Based on all the above plots, we house overall quality seems to be the best predictors compare to other variables mentioned in this section.

Suppose you are examining the relationship between price and area. Which of the following variable transformations makes the relationship appear to be the most linear?
1. Log-transform both price and area

# type your code for Question 5 here, and Knit

par(mfrow=c(2,2))

p <- ggplot(data = ames_train, aes(x=Lot.Area, y=price/100000))
p+geom_point()+ stat_smooth(method = "lm", col="red") +labs(title="Prices by Lot Area", x="Lot Area", y="Prices in 100K") + theme(plot.title = element_text(size = rel(2), color = "blue", hjust = 0.5, vjust = 0))

p <- ggplot(data = ames_train, aes(x=log(Lot.Area), y=price/100000))
p+geom_point()+ stat_smooth(method = "lm", col="red") +labs(title="Prices by Log Lot Area", x="Lot Area with Log transformation", y="Prices in 100K") + theme(plot.title = element_text(size = rel(2), color = "blue", hjust = 0.5, vjust = 0))

p <- ggplot(data = ames_train, aes(x=log(Lot.Area), y=log(price/100000)))
p+geom_point()+ stat_smooth(method = "lm", col="red") +labs(title="Log Prices by Log Lot Area", x="Lot Area with Log transformation", y="Log Prices in 100K") + theme(plot.title = element_text(size = rel(2), color = "blue", hjust = 0.5, vjust = 0))

p <- ggplot(data = ames_train, aes(x=Lot.Area, y=log(price/100000)))
p+geom_point()+ stat_smooth(method = "lm", col="red") +labs(title="Log Prices by Lot Area", x="Lot Area", y="Log Prices in 100K") + theme(plot.title = element_text(size = rel(2), color = "blue", hjust = 0.5, vjust = 0))
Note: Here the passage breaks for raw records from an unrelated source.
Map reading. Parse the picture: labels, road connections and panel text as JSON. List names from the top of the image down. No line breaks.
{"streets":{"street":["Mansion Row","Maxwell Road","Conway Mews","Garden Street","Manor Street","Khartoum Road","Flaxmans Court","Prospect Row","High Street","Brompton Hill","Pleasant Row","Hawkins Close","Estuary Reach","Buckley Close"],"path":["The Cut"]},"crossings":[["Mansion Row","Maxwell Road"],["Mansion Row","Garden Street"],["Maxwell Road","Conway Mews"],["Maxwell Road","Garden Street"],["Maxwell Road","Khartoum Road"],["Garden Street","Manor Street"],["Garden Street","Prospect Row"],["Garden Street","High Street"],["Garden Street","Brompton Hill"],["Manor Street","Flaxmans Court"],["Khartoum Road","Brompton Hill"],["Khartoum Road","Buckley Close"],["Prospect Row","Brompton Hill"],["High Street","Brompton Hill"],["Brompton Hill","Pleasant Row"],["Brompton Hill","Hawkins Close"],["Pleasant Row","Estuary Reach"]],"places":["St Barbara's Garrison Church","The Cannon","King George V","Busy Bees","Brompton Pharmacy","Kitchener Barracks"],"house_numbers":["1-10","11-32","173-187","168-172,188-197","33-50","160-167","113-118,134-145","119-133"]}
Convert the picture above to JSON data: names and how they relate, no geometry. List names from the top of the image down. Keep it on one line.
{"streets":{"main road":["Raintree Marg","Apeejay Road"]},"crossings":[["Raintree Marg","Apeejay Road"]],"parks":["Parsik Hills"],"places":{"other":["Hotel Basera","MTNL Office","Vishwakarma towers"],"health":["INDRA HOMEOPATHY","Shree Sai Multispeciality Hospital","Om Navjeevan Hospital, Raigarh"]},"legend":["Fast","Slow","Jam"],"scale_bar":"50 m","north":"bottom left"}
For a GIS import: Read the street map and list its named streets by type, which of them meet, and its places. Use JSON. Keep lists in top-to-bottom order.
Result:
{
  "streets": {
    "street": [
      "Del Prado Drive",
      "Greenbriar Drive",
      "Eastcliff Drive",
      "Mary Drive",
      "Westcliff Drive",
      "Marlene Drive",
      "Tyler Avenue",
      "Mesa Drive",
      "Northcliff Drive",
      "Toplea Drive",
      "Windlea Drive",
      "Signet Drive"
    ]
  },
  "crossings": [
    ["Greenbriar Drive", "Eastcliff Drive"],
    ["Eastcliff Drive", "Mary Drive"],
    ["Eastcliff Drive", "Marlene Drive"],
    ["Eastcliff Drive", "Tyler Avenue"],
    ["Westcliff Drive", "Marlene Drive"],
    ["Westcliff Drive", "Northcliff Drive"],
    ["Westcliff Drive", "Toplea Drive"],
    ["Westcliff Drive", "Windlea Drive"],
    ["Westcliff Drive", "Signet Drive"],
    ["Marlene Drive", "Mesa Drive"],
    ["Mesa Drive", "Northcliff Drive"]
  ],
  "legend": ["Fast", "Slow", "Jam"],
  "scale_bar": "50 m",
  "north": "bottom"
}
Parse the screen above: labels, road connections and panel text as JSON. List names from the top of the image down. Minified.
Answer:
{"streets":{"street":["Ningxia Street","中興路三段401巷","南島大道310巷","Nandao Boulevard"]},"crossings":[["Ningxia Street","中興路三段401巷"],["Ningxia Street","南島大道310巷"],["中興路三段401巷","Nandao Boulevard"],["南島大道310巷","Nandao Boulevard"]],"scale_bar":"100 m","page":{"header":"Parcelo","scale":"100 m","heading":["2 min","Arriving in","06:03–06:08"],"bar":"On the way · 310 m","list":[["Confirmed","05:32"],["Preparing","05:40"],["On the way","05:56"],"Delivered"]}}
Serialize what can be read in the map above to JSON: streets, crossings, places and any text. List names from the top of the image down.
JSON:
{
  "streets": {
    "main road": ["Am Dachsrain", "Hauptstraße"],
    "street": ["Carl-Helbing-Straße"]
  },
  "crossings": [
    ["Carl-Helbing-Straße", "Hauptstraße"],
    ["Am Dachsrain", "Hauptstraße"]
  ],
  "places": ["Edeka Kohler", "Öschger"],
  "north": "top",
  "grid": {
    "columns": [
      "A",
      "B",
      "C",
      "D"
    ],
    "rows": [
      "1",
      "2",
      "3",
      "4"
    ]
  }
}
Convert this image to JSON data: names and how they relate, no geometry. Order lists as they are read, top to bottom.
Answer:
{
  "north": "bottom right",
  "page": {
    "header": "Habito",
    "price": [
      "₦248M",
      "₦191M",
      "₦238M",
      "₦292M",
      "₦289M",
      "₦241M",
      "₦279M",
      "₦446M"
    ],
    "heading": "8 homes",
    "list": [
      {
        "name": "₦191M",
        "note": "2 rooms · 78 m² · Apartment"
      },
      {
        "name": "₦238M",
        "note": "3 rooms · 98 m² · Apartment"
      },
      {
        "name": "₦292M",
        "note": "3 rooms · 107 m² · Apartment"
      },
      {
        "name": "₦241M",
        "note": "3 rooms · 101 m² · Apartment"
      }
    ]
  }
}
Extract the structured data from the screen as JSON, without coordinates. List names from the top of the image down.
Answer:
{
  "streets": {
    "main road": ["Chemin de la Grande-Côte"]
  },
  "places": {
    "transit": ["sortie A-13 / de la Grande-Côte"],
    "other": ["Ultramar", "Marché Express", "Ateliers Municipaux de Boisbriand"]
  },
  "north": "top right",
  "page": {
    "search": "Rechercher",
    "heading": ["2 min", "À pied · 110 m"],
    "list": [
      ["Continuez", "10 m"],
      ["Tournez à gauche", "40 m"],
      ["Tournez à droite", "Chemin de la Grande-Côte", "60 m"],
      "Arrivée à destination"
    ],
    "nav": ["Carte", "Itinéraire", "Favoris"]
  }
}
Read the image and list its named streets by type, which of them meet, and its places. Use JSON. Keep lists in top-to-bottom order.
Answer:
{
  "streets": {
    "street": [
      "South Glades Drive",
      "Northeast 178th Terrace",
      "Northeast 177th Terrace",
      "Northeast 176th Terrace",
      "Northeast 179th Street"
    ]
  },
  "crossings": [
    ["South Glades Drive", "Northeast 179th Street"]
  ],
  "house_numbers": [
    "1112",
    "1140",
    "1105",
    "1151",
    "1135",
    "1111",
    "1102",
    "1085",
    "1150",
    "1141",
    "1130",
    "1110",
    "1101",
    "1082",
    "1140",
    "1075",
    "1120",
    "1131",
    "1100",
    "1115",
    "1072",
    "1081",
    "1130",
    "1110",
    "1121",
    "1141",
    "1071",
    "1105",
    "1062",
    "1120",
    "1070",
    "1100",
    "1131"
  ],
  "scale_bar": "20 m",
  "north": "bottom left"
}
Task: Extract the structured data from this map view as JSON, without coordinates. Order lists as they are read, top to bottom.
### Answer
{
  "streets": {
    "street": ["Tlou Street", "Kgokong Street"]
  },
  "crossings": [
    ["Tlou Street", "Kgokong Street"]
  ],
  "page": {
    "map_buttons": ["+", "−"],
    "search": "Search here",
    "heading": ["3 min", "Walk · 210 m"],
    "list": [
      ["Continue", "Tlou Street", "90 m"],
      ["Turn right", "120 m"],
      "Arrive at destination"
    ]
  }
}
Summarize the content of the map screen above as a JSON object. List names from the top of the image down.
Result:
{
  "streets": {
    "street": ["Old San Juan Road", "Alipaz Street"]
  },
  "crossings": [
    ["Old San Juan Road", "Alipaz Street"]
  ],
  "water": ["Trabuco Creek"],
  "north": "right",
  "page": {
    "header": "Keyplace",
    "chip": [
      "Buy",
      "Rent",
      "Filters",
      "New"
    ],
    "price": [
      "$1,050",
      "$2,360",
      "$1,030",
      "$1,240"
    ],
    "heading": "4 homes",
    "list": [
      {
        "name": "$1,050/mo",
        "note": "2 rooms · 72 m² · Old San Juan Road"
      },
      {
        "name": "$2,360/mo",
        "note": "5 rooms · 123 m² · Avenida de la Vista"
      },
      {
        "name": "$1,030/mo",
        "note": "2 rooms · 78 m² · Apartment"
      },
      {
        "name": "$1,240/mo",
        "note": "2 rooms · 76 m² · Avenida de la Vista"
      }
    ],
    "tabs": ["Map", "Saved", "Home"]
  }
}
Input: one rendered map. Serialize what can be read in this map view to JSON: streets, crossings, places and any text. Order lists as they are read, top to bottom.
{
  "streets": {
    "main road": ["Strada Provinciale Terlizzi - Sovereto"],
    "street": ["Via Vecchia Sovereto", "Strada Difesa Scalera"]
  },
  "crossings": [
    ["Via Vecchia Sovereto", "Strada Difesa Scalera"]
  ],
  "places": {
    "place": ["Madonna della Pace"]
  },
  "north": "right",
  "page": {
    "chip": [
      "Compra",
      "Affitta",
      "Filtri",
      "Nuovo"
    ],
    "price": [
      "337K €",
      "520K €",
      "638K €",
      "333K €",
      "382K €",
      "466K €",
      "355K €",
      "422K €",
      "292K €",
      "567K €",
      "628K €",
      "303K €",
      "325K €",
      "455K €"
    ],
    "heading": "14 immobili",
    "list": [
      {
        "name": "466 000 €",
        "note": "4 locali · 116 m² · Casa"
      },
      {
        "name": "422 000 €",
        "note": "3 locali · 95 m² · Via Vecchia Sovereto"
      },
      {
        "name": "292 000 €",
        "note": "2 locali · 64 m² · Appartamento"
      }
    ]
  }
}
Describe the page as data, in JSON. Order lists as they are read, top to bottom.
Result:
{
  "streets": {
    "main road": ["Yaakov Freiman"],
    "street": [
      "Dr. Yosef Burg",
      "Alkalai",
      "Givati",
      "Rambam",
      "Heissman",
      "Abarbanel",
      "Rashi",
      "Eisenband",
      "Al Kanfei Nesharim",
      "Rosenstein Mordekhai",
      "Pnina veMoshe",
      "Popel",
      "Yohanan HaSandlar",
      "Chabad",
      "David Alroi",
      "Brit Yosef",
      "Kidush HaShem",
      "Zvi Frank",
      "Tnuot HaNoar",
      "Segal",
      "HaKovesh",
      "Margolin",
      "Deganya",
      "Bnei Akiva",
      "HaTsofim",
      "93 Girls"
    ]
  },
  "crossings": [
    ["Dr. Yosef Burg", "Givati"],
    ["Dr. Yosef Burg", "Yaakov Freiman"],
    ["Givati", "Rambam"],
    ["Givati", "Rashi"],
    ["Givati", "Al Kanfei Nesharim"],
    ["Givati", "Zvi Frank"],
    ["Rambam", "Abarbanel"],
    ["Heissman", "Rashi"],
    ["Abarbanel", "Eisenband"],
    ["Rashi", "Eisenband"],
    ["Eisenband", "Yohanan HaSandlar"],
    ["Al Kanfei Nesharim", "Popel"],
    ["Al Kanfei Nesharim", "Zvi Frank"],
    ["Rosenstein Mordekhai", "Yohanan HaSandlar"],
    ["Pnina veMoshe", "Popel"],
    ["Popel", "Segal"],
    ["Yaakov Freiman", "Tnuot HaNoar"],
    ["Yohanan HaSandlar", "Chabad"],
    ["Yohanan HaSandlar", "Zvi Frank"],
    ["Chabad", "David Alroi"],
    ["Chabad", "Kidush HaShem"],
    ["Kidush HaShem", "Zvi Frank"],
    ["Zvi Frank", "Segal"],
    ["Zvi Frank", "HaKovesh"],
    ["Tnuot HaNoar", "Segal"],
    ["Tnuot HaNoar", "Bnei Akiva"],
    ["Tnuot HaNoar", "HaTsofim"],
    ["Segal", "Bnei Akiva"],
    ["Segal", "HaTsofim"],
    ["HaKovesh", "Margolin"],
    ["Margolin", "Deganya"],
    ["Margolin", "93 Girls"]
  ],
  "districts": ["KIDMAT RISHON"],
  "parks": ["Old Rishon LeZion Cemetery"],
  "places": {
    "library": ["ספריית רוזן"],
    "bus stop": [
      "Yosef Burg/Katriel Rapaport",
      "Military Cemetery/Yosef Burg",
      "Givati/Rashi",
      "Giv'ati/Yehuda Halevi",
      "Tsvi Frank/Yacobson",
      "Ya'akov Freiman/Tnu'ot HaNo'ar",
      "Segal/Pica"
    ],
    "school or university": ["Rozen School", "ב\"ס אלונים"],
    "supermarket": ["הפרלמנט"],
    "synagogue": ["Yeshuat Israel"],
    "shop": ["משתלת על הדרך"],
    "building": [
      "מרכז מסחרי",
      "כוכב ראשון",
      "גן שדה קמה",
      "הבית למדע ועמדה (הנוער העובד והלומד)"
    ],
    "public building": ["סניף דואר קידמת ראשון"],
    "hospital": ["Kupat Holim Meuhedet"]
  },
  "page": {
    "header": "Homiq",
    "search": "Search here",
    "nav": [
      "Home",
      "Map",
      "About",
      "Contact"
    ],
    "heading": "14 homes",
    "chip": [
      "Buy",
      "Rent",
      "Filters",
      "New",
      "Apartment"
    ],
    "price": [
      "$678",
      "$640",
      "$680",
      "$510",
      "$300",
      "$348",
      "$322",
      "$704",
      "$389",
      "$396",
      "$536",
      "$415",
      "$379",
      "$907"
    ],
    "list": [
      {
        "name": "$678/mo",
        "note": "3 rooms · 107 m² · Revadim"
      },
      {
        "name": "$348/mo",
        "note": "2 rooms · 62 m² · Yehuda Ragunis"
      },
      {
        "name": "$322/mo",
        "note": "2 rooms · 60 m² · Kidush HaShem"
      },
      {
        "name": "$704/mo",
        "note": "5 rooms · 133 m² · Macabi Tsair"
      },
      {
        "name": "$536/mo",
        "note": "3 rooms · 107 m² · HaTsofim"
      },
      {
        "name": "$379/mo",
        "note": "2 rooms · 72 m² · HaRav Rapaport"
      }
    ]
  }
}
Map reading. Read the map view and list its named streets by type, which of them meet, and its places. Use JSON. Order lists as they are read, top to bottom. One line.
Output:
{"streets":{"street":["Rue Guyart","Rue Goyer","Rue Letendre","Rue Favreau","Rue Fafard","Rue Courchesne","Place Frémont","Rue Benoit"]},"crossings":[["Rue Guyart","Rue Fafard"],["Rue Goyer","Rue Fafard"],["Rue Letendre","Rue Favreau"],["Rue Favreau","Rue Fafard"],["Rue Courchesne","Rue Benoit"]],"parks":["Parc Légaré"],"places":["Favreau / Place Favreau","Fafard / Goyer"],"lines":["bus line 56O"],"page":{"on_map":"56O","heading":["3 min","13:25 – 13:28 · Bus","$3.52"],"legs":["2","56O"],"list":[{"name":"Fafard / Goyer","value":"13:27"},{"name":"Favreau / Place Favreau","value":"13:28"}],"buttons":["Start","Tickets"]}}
Suppose that your prior for the proportion of houses that have at least one garage is Beta(9, 1). What is your posterior? Assume a beta-binomial model for this proportion.
1. Beta(963, 47)

# type your code for Question 6 here, and Knit


alpha <- ames_train %>% filter(!is.na(Garage.Type)) %>% nrow()
beta <- nrow(ames_train)-alpha
paste("Our posterior beta will be: beta(", alpha+9, "," ,beta+1,")", sep = "", collapse = " ")

## [1] "Our posterior beta will be: beta(963,47)"

Which of the following statements is true about the dataset?
1. 21 houses do not have a basement.

# type your code for Question 7 here, and Knit
## Percentage of housing price with buil year >1999
n <- nrow(ames_train)
ames_train %>% group_by(Year.Built>1999) %>% summarise(Yr_built=paste(round(100*n()/n, 2), "%"))

## # A tibble: 2 x 2
##   `Year.Built > 1999` Yr_built
##                 <lgl>    <chr>
## 1               FALSE   72.8 %
## 2                TRUE   27.2 %

avg_price <- mean(ames_train$price, na.rm = TRUE)
med_price <- median(ames_train$price, na.rm = TRUE)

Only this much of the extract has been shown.